-- PROVIDED DATA follows --
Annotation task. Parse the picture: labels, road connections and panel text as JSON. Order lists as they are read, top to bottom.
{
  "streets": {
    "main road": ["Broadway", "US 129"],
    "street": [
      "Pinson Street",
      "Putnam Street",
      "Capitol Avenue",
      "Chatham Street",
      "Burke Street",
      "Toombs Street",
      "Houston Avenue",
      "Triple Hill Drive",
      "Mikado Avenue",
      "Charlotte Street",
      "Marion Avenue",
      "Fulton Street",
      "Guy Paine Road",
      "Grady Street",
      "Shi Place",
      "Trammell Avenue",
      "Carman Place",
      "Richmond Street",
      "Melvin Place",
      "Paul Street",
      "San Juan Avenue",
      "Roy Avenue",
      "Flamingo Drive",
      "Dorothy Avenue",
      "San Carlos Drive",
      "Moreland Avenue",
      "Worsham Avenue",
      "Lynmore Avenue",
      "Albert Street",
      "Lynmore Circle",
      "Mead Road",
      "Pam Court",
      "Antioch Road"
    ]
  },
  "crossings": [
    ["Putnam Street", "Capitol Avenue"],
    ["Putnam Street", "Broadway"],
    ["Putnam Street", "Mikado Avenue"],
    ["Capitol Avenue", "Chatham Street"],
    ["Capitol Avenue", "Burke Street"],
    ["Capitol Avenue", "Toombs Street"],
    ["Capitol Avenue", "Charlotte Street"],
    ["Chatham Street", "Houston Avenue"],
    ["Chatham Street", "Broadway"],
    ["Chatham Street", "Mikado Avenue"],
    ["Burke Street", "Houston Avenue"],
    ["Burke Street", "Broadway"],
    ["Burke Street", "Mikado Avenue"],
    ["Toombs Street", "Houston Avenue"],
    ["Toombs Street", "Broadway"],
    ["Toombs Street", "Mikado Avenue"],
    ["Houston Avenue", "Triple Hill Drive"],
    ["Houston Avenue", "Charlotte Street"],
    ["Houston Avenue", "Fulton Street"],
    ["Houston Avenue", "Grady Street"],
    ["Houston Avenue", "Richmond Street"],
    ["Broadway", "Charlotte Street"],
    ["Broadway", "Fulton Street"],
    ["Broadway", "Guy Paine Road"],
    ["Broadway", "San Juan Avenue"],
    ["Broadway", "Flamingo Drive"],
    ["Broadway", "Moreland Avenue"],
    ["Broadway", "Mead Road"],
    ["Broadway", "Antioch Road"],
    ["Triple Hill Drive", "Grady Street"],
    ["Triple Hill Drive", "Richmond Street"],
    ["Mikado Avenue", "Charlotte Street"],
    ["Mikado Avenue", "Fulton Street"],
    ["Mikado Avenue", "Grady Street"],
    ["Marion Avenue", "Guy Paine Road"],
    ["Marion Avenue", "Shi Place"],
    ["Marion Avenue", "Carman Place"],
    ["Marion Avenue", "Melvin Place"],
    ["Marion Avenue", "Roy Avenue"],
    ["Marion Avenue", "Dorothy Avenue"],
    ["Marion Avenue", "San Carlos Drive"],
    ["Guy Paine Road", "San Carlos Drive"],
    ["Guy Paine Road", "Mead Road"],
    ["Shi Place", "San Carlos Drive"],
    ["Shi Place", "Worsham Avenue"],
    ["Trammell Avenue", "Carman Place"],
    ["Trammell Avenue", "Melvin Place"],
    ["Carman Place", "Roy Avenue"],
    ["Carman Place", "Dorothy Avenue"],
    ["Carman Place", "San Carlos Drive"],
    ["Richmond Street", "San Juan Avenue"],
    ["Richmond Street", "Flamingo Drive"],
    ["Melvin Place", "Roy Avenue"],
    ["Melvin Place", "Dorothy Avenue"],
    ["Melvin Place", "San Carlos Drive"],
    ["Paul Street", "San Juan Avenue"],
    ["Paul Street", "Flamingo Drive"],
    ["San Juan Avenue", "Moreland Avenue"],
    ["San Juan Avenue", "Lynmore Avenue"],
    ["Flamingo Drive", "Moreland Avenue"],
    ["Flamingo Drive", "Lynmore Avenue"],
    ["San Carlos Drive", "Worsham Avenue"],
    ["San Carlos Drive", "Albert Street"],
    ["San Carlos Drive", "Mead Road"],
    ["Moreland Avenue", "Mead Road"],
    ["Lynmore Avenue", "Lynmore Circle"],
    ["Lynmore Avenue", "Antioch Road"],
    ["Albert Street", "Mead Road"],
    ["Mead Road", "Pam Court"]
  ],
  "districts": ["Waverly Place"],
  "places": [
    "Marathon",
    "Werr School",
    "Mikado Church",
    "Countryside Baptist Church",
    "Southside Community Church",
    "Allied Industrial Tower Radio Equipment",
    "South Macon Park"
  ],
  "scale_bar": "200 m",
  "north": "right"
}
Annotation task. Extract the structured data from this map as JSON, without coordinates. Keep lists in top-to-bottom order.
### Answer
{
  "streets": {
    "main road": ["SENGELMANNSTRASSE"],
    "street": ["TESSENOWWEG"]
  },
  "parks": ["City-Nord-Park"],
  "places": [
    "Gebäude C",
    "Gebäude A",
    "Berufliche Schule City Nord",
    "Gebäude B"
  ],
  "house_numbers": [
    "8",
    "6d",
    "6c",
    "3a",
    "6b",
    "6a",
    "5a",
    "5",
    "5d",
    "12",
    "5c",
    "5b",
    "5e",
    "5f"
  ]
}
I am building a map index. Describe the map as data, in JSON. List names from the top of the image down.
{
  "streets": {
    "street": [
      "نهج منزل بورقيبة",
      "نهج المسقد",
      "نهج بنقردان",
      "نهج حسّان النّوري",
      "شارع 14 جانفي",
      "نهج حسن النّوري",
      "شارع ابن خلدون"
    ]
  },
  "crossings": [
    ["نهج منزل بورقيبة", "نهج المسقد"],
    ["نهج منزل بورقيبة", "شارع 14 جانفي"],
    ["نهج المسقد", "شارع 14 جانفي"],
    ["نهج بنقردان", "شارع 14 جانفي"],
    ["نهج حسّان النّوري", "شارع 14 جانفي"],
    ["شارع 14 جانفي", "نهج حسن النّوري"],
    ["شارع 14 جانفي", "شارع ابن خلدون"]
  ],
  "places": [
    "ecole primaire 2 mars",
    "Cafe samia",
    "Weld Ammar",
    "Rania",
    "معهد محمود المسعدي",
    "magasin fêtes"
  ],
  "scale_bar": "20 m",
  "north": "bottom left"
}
-- PROVIDED DATA concluded --
[WHAT YOU ARE ASKED TO DO] Each entry should be duplicated exactly as it was given.

[WRITTEN SOLUTION]
Annotation task. Parse the picture: labels, road connections and panel text as JSON. Order lists as they are read, top to bottom.
{
  "streets": {
    "main road": ["Broadway", "US 129"],
    "street": [
      "Pinson Street",
      "Putnam Street",
      "Capitol Avenue",
      "Chatham Street",
      "Burke Street",
      "Toombs Street",
      "Houston Avenue",
      "Triple Hill Drive",
      "Mikado Avenue",
      "Charlotte Street",
      "Marion Avenue",
      "Fulton Street",
      "Guy Paine Road",
      "Grady Street",
      "Shi Place",
      "Trammell Avenue",
      "Carman Place",
      "Richmond Street",
      "Melvin Place",
      "Paul Street",
      "San Juan Avenue",
      "Roy Avenue",
      "Flamingo Drive",
      "Dorothy Avenue",
      "San Carlos Drive",
      "Moreland Avenue",
      "Worsham Avenue",
      "Lynmore Avenue",
      "Albert Street",
      "Lynmore Circle",
      "Mead Road",
      "Pam Court",
      "Antioch Road"
    ]
  },
  "crossings": [
    ["Putnam Street", "Capitol Avenue"],
    ["Putnam Street", "Broadway"],
    ["Putnam Street", "Mikado Avenue"],
    ["Capitol Avenue", "Chatham Street"],
    ["Capitol Avenue", "Burke Street"],
    ["Capitol Avenue", "Toombs Street"],
    ["Capitol Avenue", "Charlotte Street"],
    ["Chatham Street", "Houston Avenue"],
    ["Chatham Street", "Broadway"],
    ["Chatham Street", "Mikado Avenue"],
    ["Burke Street", "Houston Avenue"],
    ["Burke Street", "Broadway"],
    ["Burke Street", "Mikado Avenue"],
    ["Toombs Street", "Houston Avenue"],
    ["Toombs Street", "Broadway"],
    ["Toombs Street", "Mikado Avenue"],
    ["Houston Avenue", "Triple Hill Drive"],
    ["Houston Avenue", "Charlotte Street"],
    ["Houston Avenue", "Fulton Street"],
    ["Houston Avenue", "Grady Street"],
    ["Houston Avenue", "Richmond Street"],
    ["Broadway", "Charlotte Street"],
    ["Broadway", "Fulton Street"],
    ["Broadway", "Guy Paine Road"],
    ["Broadway", "San Juan Avenue"],
    ["Broadway", "Flamingo Drive"],
    ["Broadway", "Moreland Avenue"],
    ["Broadway", "Mead Road"],
    ["Broadway", "Antioch Road"],
    ["Triple Hill Drive", "Grady Street"],
    ["Triple Hill Drive", "Richmond Street"],
    ["Mikado Avenue", "Charlotte Street"],
    ["Mikado Avenue", "Fulton Street"],
    ["Mikado Avenue", "Grady Street"],
    ["Marion Avenue", "Guy Paine Road"],
    ["Marion Avenue", "Shi Place"],
    ["Marion Avenue", "Carman Place"],
    ["Marion Avenue", "Melvin Place"],
    ["Marion Avenue", "Roy Avenue"],
    ["Marion Avenue", "Dorothy Avenue"],
    ["Marion Avenue", "San Carlos Drive"],
    ["Guy Paine Road", "San Carlos Drive"],
    ["Guy Paine Road", "Mead Road"],
    ["Shi Place", "San Carlos Drive"],
    ["Shi Place", "Worsham Avenue"],
    ["Trammell Avenue", "Carman Place"],
    ["Trammell Avenue", "Melvin Place"],
    ["Carman Place", "Roy Avenue"],
    ["Carman Place", "Dorothy Avenue"],
    ["Carman Place", "San Carlos Drive"],
    ["Richmond Street", "San Juan Avenue"],
    ["Richmond Street", "Flamingo Drive"],
    ["Melvin Place", "Roy Avenue"],
    ["Melvin Place", "Dorothy Avenue"],
    ["Melvin Place", "San Carlos Drive"],
    ["Paul Street", "San Juan Avenue"],
    ["Paul Street", "Flamingo Drive"],
    ["San Juan Avenue", "Moreland Avenue"],
    ["San Juan Avenue", "Lynmore Avenue"],
    ["Flamingo Drive", "Moreland Avenue"],
    ["Flamingo Drive", "Lynmore Avenue"],
    ["San Carlos Drive", "Worsham Avenue"],
    ["San Carlos Drive", "Albert Street"],
    ["San Carlos Drive", "Mead Road"],
    ["Moreland Avenue", "Mead Road"],
    ["Lynmore Avenue", "Lynmore Circle"],
    ["Lynmore Avenue", "Antioch Road"],
    ["Albert Street", "Mead Road"],
    ["Mead Road", "Pam Court"]
  ],
  "districts": ["Waverly Place"],
  "places": [
    "Marathon",
    "Werr School",
    "Mikado Church",
    "Countryside Baptist Church",
    "Southside Community Church",
    "Allied Industrial Tower Radio Equipment",
    "South Macon Park"
  ],
  "scale_bar": "200 m",
  "north": "right"
}
Annotation task. Extract the structured data from this map as JSON, without coordinates. Keep lists in top-to-bottom order.
### Answer
{
  "streets": {
    "main road": ["SENGELMANNSTRASSE"],
    "street": ["TESSENOWWEG"]
  },
  "parks": ["City-Nord-Park"],
  "places": [
    "Gebäude C",
    "Gebäude A",
    "Berufliche Schule City Nord",
    "Gebäude B"
  ],
  "house_numbers": [
    "8",
    "6d",
    "6c",
    "3a",
    "6b",
    "6a",
    "5a",
    "5",
    "5d",
    "12",
    "5c",
    "5b",
    "5e",
    "5f"
  ]
}
I am building a map index. Describe the map as data, in JSON. List names from the top of the image down.
{
  "streets": {
    "street": [
      "نهج منزل بورقيبة",
      "نهج المسقد",
      "نهج بنقردان",
      "نهج حسّان النّوري",
      "شارع 14 جانفي",
      "نهج حسن النّوري",
      "شارع ابن خلدون"
    ]
  },
  "crossings": [
    ["نهج منزل بورقيبة", "نهج المسقد"],
    ["نهج منزل بورقيبة", "شارع 14 جانفي"],
    ["نهج المسقد", "شارع 14 جانفي"],
    ["نهج بنقردان", "شارع 14 جانفي"],
    ["نهج حسّان النّوري", "شارع 14 جانفي"],
    ["شارع 14 جانفي", "نهج حسن النّوري"],
    ["شارع 14 جانفي", "شارع ابن خلدون"]
  ],
  "places": [
    "ecole primaire 2 mars",
    "Cafe samia",
    "Weld Ammar",
    "Rania",
    "معهد محمود المسعدي",
    "magasin fêtes"
  ],
  "scale_bar": "20 m",
  "north": "bottom left"
}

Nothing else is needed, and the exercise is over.